Buco dell’ozono: torna l’allarme
Sono trascorsi pochi mesi da annunci ottimistici sulla sorte del buco dell’ozono. Alcuni scienziati si erano addirittura sbilanciati sostenendo che il buco non faceva più paura e che nel giro di alcuni decenni si sarebbe addirittura richiuso. Qualcuno si era addirittura sbilanciato annunciando che il buco si sarebbe richiuso completamente entro il 2080, in particolare grazie alla messa al bando dei prodotti cfc (clorofluorocarburi).

Il buco scoperto nel 1985 al Polo Sud dallo scienziato britannico Jonathan Shanklin aveva immediatamente scatenato un allarme globale che aveva condotto l’Onu alla firma del protocollo di Montreal che chiedeva la abolizione dei clorofluorocarburi, responsabili dell’assottigliamento della fascia protettiva del gas, che svolge l’importante funzione di protezione dalle pericolose radiazioni ultraviolette UV.

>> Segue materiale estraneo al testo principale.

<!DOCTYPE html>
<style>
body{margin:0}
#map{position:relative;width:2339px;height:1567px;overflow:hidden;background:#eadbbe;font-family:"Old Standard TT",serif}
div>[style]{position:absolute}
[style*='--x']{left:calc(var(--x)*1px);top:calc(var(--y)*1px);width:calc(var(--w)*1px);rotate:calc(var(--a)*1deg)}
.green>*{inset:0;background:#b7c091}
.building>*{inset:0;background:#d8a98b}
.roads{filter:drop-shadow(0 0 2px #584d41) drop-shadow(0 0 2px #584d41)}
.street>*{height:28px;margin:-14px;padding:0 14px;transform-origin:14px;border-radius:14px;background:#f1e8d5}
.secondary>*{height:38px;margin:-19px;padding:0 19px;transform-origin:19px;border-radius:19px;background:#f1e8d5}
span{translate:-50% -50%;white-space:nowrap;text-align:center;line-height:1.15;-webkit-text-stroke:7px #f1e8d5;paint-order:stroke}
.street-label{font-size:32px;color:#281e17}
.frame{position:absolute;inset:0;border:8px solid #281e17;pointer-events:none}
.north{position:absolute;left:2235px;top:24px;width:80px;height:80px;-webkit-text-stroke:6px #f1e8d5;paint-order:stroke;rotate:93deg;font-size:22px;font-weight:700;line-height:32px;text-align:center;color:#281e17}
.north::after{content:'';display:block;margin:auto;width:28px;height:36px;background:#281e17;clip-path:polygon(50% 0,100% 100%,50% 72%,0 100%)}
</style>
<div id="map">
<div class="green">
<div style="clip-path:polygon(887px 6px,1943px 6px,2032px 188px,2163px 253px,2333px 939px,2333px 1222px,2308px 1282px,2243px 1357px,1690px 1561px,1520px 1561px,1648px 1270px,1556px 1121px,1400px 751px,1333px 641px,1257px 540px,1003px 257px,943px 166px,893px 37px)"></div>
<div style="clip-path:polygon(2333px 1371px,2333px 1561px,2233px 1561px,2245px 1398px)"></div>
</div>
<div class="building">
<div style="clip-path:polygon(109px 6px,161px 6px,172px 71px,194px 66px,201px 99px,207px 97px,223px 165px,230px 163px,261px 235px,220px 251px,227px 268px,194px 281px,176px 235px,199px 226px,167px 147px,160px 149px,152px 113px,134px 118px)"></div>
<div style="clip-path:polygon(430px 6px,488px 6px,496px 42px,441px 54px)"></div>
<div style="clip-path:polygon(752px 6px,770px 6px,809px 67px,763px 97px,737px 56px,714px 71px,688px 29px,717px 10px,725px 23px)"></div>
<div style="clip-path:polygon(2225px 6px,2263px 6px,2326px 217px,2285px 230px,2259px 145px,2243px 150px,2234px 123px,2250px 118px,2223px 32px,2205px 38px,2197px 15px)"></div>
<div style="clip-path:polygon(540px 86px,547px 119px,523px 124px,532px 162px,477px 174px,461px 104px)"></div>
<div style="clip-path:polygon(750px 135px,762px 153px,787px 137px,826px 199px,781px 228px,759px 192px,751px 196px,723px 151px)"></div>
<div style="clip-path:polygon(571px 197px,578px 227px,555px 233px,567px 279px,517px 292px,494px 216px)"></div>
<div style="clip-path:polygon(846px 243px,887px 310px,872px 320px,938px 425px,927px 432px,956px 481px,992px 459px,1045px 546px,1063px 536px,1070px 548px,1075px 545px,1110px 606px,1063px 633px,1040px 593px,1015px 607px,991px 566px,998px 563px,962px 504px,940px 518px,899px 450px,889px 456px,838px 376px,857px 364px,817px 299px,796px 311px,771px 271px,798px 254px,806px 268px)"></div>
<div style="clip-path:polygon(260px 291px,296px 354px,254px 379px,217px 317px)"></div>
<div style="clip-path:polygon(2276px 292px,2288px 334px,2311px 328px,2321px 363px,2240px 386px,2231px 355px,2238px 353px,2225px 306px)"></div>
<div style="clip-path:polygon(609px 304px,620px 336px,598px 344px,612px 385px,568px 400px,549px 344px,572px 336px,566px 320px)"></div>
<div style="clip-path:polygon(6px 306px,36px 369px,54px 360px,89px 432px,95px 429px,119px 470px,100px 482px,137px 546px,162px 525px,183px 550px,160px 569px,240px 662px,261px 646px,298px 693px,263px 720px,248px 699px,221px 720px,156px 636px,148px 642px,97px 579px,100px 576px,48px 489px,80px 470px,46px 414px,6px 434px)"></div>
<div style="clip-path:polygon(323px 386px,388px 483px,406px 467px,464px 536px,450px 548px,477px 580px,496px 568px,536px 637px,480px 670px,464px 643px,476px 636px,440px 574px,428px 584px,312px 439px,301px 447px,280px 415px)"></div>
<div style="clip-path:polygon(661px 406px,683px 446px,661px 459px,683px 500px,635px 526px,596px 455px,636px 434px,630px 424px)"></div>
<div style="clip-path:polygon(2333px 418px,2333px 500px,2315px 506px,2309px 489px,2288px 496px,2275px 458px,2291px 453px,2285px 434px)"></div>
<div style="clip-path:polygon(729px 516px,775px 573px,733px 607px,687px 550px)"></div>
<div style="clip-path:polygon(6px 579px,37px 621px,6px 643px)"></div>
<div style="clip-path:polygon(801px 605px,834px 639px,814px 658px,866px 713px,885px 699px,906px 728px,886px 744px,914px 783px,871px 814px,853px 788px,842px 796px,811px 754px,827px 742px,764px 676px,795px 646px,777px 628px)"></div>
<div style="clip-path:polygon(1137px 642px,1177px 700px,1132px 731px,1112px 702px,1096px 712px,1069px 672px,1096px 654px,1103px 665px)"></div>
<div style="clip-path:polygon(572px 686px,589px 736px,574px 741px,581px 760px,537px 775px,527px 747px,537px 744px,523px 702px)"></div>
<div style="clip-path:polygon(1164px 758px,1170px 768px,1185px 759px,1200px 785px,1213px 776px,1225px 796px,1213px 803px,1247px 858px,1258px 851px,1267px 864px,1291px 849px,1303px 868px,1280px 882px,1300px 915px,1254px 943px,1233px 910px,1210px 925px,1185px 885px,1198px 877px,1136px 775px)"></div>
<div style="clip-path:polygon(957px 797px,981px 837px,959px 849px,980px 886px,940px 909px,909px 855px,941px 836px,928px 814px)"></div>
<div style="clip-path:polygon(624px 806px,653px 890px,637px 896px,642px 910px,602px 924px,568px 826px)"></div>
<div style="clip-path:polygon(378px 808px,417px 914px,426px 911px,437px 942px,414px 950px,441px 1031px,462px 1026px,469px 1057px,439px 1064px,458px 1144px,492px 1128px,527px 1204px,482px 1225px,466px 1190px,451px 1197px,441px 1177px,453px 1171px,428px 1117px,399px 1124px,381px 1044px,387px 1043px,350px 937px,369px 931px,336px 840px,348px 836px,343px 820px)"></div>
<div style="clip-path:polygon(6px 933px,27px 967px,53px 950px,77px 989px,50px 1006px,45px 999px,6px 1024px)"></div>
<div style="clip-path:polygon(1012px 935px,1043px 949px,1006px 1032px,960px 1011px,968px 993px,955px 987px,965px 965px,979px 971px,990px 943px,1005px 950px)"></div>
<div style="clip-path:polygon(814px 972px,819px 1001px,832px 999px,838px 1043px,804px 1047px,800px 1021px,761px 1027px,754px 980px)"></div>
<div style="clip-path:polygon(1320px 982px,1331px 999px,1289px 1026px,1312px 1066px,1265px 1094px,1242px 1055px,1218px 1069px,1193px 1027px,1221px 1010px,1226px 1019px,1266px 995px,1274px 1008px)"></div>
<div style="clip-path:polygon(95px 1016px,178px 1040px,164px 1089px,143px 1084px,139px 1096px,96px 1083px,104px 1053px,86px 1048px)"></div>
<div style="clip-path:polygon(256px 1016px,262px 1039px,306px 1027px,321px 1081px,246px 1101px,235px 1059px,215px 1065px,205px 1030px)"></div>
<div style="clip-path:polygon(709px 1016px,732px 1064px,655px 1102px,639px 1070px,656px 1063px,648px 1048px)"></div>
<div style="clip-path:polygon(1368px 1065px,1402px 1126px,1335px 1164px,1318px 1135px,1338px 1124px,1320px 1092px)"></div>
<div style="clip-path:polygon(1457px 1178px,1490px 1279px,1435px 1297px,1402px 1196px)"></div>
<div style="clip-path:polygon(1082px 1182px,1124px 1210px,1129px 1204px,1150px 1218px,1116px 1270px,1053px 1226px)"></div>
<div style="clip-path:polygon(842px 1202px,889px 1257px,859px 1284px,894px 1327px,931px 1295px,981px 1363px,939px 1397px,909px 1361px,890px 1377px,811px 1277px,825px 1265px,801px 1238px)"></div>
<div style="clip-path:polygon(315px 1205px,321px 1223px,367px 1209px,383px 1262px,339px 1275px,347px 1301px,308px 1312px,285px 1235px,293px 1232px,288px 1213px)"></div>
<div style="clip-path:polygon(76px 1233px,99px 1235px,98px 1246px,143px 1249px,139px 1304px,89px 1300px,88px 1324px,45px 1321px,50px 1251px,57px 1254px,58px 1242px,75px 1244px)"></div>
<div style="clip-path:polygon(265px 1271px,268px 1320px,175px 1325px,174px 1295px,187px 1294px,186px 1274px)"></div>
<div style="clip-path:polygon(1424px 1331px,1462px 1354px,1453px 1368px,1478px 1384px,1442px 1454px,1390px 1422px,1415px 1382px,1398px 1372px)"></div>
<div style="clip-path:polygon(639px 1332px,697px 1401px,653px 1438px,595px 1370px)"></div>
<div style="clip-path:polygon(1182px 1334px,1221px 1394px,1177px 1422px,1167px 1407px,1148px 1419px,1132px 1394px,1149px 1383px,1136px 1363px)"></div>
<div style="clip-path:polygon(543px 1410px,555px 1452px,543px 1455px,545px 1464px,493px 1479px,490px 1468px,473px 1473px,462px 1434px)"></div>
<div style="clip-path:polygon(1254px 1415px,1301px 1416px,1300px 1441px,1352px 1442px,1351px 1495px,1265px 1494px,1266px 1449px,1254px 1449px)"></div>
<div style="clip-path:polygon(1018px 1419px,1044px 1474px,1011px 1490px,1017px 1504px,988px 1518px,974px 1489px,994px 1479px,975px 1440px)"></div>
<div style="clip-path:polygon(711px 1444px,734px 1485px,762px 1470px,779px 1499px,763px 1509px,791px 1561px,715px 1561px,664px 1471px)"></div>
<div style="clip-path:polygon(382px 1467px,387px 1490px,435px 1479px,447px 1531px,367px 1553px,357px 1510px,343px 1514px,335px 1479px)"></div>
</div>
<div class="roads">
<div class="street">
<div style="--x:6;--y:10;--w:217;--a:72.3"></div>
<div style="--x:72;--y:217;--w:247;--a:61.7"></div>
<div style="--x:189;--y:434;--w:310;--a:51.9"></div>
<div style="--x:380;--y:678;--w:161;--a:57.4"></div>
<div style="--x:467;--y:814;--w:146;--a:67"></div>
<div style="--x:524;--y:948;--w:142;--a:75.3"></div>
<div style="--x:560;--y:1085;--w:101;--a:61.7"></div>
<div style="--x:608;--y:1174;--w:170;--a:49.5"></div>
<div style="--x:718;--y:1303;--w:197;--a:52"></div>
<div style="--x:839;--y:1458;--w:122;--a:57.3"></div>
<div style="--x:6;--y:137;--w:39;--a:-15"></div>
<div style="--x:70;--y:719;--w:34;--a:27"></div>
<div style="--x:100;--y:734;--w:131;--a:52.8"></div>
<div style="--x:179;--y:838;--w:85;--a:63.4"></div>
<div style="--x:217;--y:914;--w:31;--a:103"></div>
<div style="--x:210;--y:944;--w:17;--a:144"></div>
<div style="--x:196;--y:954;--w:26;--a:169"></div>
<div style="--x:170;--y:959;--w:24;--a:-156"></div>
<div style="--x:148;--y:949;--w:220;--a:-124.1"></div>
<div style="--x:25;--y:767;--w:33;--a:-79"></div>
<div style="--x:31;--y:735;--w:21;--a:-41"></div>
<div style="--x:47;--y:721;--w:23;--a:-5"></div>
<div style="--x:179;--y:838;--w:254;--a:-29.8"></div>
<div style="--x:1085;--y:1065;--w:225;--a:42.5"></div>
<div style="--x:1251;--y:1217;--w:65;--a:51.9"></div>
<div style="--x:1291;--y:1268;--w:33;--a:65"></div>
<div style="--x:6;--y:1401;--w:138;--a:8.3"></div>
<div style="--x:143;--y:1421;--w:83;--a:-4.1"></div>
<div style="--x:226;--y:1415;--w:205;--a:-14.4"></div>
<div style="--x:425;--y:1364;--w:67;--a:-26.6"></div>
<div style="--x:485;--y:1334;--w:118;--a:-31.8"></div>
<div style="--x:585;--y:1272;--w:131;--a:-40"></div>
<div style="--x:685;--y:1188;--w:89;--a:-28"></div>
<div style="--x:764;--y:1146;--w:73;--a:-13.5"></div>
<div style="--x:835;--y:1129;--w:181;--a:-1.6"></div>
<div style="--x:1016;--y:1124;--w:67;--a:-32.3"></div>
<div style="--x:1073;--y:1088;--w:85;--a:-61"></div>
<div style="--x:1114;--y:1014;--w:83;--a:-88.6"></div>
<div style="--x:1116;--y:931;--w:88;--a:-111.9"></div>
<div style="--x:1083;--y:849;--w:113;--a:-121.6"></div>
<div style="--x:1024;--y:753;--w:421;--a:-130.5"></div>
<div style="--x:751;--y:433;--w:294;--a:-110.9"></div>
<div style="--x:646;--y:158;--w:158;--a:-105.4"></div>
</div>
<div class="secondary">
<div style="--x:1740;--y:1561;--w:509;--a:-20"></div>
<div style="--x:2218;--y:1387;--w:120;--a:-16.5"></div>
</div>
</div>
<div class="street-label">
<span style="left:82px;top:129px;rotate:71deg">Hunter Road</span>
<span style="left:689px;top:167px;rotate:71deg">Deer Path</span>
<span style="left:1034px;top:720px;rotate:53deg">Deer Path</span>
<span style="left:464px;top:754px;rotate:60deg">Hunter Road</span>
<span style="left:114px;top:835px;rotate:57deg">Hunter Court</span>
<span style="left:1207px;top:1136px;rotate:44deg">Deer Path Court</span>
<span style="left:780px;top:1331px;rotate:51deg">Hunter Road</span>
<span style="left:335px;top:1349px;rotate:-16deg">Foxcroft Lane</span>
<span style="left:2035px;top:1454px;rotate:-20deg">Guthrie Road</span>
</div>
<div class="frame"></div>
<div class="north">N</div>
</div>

Le ultime notizie smentiscono i facili entusiasmi e ripresentano la realtà sotto una luce differente, che fa ancora leva sull’allargamento del buco, soprattutto sul settore euro-atlantico dell’emisfero nord. I livelli sarebbero scesi ai minimi storici dal 1997.
La causa sarebbe la persistenza nell’atmosfera di agenti inquinanti. Secondo l’Omm, «Le osservazioni compiute dal suolo e attraverso palloni aerostatici al di sopra dell’Artico oltre che da satelliti rivelano che la colonna di ozono ha registrato una diminuzione di circa il 40% in questa zona tra l’inizio dell’inverno e la fine del mese di marzo».
I clorofluorocarburi, noti con la sigla cfc, hanno trovato negli anni diversi impieghi: dall’industria del freddo, come fluidi per i frigoriferi, a gas di propulsione per aerosol. Questi gas, che derivano dal metano e dall’etanolo, sono stati abbandonati alla fine degli anni ’80 poiché sono stati individuati come responsabili della formazione e allargamento del buco dell’ozono, ossia della degradazione dello strato di ozono nell’alta atmosfera alle alte latitudini.
Sebbene i cfc siano stati banditi, almeno in occidente, continuano a essere fisicamente presenti nella stratosfera. Questo a causa dell’elevato tempo di decadimento di queste sostanze (120 anni circa). Ci vorranno ancora parecchi anni prima che i cfc vengano eliminati e in più c’é da dire che mentre i paesi occidentali si sono adeguati probabilmente non si può dire lo stesso di altri: nelle nostre centraline di monitoraggio sul Monte Cimone, ad esempio, vediamo una forte diminuzione della presenza di queste sostanze, mentre non si può dire lo stesso di quelle sull’Himalaya, che ricevono le emissioni dall’Indocina, anche se é presto per dire se questo nuovo “buco” può essere imputato a cfc provenienti da Cina o India.
In ogni caso, sembra prematuro decretare come rientrata l’emergenza ozono.